Africa’s agriculture sector losing 3.6 trn USD due to impact of invasive species
NAIROBI, May 21 (Xinhua) — The agriculture sector in Africa is losing about 3.6 trillion U.S. dollars annually due to damages caused by invasive alien species, says a study launched in Nairobi on Thursday.
According to the study conducted by researchers affiliated with the Centre for Agriculture and Biosciences International (CABI), the loss to agriculture linked to invasive species is equivalent to about 1.5 times the GDP of all African countries combined.

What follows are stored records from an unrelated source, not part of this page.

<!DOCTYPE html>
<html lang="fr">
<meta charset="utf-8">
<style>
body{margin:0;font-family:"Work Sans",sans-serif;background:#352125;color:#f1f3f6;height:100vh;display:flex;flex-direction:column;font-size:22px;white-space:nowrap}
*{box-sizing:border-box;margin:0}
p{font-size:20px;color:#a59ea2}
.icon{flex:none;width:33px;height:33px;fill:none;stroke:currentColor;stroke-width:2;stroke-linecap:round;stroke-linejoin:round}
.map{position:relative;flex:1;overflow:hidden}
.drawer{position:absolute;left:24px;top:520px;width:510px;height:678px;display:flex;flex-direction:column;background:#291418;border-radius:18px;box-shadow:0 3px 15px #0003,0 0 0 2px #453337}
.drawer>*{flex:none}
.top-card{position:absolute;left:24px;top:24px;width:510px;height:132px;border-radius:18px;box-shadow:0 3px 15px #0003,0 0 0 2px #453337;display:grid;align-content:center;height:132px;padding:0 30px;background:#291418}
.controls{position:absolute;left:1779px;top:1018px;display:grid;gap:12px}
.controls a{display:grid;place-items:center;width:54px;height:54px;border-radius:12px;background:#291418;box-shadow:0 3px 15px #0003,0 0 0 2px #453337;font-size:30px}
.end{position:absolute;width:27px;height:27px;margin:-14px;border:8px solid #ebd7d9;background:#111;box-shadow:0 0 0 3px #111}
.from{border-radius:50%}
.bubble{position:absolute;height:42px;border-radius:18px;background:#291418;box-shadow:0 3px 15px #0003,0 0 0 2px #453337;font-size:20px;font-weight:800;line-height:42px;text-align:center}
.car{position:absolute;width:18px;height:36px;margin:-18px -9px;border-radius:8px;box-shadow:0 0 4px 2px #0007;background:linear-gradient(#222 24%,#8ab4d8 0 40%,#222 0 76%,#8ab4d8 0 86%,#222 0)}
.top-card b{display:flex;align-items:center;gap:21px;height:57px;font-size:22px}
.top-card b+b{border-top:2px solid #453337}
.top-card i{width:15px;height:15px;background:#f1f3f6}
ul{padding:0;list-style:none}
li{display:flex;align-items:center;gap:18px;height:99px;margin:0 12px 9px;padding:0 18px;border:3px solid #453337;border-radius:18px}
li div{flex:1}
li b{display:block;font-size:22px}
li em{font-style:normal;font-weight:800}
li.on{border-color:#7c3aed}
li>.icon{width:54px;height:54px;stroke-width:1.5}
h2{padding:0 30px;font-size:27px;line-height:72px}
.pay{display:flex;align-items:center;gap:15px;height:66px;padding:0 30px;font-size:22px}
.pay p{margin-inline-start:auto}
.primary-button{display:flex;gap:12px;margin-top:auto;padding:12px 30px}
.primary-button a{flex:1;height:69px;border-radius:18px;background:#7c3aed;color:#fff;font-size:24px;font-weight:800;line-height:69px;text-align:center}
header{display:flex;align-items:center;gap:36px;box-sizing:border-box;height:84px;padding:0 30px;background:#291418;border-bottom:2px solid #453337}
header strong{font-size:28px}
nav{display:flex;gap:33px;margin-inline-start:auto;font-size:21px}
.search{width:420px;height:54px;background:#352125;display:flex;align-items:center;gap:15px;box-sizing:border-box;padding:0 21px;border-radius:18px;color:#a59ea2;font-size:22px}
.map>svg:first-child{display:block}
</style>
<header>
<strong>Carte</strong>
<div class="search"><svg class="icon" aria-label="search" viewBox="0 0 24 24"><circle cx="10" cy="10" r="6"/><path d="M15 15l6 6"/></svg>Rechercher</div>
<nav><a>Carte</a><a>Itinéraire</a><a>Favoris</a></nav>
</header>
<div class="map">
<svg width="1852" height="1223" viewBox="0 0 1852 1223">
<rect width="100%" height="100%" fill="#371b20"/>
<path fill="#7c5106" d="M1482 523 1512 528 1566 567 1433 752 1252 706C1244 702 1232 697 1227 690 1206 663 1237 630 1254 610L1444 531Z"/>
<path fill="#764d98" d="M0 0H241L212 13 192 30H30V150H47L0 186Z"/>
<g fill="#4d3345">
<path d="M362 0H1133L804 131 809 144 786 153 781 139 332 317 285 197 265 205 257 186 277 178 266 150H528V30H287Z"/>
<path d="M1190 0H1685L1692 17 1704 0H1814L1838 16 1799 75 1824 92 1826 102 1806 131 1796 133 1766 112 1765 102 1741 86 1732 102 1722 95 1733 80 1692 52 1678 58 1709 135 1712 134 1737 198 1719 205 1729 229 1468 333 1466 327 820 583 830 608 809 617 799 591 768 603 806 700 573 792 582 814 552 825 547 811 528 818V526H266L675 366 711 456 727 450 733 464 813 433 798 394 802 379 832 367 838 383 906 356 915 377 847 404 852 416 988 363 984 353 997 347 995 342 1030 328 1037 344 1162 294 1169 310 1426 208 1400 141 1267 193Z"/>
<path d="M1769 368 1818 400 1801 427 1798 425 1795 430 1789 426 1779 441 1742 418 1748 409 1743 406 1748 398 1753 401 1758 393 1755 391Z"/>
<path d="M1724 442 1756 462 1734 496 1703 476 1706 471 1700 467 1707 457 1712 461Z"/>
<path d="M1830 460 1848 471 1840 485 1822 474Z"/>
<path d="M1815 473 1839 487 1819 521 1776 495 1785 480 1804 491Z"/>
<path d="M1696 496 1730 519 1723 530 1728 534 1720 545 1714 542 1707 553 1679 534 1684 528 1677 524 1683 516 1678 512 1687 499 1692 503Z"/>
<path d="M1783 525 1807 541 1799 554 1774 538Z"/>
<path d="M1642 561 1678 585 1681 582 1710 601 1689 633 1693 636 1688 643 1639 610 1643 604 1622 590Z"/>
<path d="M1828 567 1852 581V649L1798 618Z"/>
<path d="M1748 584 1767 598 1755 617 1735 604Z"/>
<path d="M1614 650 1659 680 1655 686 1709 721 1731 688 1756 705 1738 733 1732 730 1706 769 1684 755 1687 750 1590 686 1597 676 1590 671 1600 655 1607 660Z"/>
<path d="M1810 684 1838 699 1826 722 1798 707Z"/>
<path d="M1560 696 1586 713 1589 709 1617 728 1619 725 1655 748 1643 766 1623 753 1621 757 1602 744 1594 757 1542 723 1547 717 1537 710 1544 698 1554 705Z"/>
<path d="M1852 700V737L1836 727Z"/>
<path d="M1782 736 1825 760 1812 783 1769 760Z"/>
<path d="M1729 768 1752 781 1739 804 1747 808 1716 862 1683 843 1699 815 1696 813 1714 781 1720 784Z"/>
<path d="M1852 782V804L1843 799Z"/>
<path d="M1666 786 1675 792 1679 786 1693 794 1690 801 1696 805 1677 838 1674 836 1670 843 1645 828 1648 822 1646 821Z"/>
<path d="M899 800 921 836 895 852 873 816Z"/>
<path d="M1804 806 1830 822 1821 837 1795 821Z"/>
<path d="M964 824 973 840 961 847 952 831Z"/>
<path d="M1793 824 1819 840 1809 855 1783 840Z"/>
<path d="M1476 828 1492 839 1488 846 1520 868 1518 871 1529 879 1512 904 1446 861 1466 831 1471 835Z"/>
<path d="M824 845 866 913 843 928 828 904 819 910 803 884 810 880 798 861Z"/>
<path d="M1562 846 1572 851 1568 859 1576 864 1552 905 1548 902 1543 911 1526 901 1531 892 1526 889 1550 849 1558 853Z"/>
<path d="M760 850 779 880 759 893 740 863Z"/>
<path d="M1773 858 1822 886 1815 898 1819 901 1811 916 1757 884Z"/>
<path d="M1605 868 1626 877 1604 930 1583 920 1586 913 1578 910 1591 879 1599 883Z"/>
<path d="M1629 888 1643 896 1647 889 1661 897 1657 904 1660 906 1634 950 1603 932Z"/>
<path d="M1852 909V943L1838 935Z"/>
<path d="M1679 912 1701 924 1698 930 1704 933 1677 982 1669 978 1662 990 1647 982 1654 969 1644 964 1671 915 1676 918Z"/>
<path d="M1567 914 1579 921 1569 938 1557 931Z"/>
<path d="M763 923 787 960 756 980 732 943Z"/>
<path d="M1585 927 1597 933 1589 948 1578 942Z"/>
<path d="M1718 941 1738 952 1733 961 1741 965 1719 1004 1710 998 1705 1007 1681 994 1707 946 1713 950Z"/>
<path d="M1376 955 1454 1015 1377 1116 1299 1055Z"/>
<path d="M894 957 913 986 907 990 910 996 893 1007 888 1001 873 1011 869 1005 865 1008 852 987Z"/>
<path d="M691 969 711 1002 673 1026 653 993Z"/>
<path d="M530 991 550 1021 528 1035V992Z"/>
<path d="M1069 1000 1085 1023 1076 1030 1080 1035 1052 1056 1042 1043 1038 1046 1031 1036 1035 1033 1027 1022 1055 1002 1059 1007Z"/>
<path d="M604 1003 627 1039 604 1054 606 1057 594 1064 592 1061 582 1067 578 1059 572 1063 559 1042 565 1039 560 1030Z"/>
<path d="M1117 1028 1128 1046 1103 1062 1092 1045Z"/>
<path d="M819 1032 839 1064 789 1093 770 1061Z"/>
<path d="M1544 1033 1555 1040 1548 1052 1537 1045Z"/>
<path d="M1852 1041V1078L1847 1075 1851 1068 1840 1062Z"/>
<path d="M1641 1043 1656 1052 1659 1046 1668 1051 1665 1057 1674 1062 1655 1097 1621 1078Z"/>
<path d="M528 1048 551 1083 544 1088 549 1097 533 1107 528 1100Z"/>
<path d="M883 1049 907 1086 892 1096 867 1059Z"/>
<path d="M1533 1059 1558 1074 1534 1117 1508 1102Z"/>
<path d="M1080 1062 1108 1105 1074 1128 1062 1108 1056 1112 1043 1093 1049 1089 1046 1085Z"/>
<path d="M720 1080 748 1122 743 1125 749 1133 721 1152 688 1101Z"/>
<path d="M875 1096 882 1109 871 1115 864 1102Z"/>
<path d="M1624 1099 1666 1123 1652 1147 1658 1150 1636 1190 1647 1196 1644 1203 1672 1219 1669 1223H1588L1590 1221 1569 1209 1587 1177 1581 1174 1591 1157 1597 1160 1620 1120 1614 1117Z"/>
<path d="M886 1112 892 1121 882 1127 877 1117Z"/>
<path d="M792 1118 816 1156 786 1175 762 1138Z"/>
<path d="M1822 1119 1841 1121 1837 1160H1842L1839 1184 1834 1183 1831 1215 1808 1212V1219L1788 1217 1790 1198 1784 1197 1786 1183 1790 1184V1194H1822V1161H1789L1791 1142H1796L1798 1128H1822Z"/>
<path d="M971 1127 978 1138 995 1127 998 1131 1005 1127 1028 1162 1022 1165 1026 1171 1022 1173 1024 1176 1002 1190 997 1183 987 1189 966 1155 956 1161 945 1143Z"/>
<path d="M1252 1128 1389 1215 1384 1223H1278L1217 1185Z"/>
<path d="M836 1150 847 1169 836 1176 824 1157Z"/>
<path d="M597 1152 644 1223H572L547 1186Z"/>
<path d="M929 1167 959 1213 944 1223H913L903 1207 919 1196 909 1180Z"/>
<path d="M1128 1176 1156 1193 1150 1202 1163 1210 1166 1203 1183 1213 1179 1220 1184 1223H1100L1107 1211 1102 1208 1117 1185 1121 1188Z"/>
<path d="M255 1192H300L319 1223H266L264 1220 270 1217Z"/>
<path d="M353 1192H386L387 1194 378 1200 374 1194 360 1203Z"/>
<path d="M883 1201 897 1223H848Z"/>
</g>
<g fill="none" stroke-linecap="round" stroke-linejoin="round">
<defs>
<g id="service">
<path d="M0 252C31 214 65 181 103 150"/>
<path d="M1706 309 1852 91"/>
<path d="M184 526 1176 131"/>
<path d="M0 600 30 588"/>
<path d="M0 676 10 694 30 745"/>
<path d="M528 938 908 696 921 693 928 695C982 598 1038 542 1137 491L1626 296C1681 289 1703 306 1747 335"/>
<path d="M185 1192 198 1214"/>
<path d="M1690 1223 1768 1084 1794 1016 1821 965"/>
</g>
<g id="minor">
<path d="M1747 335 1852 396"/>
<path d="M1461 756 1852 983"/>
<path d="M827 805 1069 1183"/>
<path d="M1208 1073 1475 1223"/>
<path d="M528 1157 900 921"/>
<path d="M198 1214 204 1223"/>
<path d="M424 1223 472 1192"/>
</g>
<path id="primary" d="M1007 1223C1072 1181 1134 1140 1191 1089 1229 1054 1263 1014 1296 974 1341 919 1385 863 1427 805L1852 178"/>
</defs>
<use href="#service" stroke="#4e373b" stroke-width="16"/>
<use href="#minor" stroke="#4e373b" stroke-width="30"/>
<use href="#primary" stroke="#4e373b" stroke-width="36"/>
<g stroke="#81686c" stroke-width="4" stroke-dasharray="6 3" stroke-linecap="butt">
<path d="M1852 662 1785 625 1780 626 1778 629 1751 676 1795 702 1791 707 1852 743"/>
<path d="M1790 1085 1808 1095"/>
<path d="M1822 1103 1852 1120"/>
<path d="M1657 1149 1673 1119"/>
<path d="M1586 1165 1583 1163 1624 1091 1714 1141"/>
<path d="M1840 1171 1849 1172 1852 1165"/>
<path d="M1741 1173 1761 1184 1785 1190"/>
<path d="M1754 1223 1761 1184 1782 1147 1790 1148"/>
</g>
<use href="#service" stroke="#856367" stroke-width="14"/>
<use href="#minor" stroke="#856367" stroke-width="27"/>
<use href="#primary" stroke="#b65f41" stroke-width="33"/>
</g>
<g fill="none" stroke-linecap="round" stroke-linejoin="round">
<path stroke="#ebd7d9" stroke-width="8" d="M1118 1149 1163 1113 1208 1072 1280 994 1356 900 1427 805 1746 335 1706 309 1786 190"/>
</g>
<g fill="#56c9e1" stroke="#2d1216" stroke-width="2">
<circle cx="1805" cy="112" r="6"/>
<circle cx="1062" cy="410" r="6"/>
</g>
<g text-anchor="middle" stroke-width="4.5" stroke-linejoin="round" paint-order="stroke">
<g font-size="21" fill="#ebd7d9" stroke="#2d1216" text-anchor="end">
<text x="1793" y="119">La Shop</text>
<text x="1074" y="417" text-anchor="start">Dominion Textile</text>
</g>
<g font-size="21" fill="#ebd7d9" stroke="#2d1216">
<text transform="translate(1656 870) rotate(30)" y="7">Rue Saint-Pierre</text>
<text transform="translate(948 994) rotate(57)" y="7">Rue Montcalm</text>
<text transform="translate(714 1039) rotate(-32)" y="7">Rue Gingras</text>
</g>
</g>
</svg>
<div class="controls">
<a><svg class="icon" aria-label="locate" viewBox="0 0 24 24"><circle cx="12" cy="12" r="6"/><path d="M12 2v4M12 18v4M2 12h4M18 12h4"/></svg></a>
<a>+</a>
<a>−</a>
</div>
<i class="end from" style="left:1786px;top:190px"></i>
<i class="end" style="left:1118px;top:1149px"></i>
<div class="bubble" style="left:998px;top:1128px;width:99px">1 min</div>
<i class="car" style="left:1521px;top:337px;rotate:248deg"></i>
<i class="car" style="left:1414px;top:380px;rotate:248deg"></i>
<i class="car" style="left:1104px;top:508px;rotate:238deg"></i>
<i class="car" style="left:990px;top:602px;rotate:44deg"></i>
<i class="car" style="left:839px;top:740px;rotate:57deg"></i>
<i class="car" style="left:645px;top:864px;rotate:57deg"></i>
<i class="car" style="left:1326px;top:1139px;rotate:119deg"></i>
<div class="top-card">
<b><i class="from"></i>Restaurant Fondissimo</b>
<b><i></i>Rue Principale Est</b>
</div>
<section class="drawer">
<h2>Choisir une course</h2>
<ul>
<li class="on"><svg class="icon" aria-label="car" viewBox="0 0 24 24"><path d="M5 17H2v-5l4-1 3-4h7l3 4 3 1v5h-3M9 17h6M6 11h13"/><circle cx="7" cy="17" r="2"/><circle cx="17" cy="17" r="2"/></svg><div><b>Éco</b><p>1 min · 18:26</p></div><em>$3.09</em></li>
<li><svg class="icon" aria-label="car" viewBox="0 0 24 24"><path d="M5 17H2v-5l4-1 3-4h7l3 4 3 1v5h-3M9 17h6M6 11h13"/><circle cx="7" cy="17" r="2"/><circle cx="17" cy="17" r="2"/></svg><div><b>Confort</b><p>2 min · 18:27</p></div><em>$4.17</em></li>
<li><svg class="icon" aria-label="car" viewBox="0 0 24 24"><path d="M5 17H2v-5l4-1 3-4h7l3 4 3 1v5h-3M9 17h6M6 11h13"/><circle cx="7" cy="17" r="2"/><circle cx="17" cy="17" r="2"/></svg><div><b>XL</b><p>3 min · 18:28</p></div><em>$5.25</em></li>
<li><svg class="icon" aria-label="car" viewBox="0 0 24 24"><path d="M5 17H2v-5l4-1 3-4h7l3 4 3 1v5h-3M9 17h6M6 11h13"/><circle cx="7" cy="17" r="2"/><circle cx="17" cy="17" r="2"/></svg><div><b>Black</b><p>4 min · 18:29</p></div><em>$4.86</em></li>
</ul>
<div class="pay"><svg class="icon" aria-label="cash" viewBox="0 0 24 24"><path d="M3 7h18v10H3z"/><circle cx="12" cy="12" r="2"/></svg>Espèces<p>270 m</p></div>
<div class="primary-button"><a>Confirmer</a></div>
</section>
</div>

“An estimated 3.6 trillion dollars a year impact of Invasive Alien Species on Africa’s agricultural sector is a tremendous loss where over 80 percent of people living in rural areas rely on the crops they grow for food and income,” said Dennis Rangi, director-general, Development at CABI.
He said that governments should respond forcefully to invasive species that have compromised Africa’s ability to feed its growing population.
The new study says the average annual cost of invasive species per African country was about 76.32 billion dollars while fall armyworm (FAW) caused losses to crops amounting to 9.4 billion dollars in the continent.
According to the study, Tuta absoluta, one of the leading tomato pests caused the highest annual yield losses estimated at 11.45 billion dollars.
It says that yield losses of key staples like maize, tomato, cassava, mango, and banana stood at about 82.2 billion dollars while loss of income derived from livestock stood at 173 million dollars.
Rene Eschen, lead author of the study, said the study highlights the need for measures that prevent new species from arriving and established species from spreading, and that reduce management costs for widely present and impactful species through methods such as biocontrol.
Josefa Sacko, commissioner for Agriculture, Rural Development, Blue Economy and Sustainable Environment at the African Union Commission (AUC) said the study reinforced the urgency to combat invasive species that have derailed the transformation of food systems in the continent.
“Managing invasive alien species is an absolute imperative if Africa’s agriculture is to meet its full potential and feed its growing population – which is expected to double to 2.5 billion people by 2050 – and contribute towards global food security,” said Sacko.